Antônio Almeida - PI

MP pede bloqueio de R$ 994 mil do prefeito João Batista e advogados

As ações foram ajuizadas nos dias 24 de outubro (duas ações), 25 de outubro e 8 de novembro pelo promotor de Justiça, Gerson Gomes Pereira, na Vara Única da Comarca de Marcos Parente.

Wanessa Gommes
Teresina
- atualizado

O Ministério Público do Estado do Piauí ajuizou quatro ações civis públicas contra o prefeito de Antônio Almeida, João Batista Cavalcante Costa, o JB, os advogados Millon Martins da Rocha e Fabiano Pereira da Silva e os escritórios de advocacia Ferreira & Moura Sociedade de Advogados e Amorim, Moura & Martins Sociedade de Advogados.

As ações foram ajuizadas nos dias 24 de outubro (duas ações), 25 de outubro e 8 de novembro pelo promotor de Justiça, Gerson Gomes Pereira, na Vara Única da Comarca de Marcos Parente. O promotor pediu o bloqueio de mais de R$ 994 mil dos denunciados.
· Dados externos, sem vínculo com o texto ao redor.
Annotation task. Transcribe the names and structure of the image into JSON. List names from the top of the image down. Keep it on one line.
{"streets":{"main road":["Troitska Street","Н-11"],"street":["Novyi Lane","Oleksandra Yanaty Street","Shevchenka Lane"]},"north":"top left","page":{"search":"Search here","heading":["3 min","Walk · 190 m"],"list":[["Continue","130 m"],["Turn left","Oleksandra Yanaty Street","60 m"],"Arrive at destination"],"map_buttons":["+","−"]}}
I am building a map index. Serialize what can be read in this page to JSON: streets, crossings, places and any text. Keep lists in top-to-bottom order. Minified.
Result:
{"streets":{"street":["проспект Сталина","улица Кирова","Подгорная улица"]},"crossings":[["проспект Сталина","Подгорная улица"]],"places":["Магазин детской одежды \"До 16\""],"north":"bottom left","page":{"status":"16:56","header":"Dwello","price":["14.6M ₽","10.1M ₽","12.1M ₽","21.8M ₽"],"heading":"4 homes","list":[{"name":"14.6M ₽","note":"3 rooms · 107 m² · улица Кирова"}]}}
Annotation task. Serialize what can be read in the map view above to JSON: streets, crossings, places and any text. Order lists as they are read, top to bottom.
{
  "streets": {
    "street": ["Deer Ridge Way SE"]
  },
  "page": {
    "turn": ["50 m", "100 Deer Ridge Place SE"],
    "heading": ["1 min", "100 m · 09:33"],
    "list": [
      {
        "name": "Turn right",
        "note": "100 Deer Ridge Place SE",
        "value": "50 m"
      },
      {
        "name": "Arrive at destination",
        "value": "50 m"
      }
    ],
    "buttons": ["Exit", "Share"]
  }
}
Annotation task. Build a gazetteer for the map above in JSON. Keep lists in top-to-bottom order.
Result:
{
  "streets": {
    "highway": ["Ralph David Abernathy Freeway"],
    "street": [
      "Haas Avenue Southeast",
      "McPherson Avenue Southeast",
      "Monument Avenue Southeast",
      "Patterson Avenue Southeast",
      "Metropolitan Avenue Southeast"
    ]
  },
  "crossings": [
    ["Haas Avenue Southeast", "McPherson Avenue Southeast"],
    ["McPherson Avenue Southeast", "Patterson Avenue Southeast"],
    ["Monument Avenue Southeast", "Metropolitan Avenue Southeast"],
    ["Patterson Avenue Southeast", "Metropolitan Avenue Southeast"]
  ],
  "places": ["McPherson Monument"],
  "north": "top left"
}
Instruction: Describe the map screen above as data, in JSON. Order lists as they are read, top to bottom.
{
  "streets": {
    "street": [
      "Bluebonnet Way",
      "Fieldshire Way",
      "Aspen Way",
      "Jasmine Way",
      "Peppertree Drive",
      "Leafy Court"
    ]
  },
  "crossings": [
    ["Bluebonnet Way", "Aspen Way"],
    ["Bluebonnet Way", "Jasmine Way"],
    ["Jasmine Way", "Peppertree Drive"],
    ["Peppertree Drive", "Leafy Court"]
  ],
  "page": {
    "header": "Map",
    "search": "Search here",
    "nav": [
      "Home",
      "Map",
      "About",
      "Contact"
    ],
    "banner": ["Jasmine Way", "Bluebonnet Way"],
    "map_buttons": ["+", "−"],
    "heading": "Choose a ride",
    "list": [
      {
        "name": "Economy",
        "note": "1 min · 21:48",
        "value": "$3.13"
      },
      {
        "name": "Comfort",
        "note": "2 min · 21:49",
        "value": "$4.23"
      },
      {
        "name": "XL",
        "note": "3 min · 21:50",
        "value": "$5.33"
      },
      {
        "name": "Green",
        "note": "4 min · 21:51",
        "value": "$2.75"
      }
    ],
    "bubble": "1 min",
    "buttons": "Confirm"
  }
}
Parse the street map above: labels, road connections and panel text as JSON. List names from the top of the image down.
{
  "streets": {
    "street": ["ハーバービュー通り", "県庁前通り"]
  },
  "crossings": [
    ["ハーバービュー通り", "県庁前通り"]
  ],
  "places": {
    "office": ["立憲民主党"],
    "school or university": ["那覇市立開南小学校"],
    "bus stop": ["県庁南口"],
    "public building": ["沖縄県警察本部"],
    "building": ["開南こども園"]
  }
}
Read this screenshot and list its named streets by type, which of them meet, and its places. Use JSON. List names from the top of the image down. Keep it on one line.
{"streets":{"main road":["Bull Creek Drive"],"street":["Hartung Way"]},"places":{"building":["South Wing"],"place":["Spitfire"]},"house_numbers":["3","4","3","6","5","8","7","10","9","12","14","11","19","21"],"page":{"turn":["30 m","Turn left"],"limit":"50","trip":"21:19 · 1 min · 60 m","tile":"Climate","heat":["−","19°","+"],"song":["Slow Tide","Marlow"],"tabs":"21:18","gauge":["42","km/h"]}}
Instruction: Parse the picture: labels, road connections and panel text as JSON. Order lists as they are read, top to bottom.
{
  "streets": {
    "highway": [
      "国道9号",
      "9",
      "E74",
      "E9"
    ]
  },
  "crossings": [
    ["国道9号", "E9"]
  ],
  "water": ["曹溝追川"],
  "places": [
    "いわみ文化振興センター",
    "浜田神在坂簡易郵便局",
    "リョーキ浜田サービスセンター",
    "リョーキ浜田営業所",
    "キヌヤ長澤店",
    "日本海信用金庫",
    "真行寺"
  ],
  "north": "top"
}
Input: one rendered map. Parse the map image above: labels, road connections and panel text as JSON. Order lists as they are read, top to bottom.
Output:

Segundo o MP, os advogados e escritórios se beneficiaram com contratos irregulares firmados por meio do instrumento de inexigibilidade de licitação. No entanto, a legislação só permite esse tipo de contratação pelo Poder Público se não houver possibilidade de competição entre os fornecedores interessados, nos casos em que o objeto é altamente específico.

  • Foto: Marcelo Cardoso/GP1Prefeito de Antônio Almeida, João Batista Cavalcante Prefeito de Antônio Almeida, João Batista Cavalcante

“A apuração comprovou ilegalidades e desonestidades cometidas pelos réus que, sob a invocação de inexigibilidade de licitação, celebraram contrato para a aquisição de serviço comum, sem natureza singular e com profissionais destituídos de notória especialização”, argumentou o promotor.

Ainda de acordo com o membro do órgão ministerial: “Outra ilegalidade se deu no bojo do procedimento que culminou na contratação direta por inexigibilidade, especificamente, pela ausência de pesquisa de preços, o que acarretou a desproporção dos valores dos contratos. Some-se o fato de que o objeto do contrato foi fracionado para permitir a contratação de vários escritórios de advocacia para prestar os serviços no mesmo exercício”.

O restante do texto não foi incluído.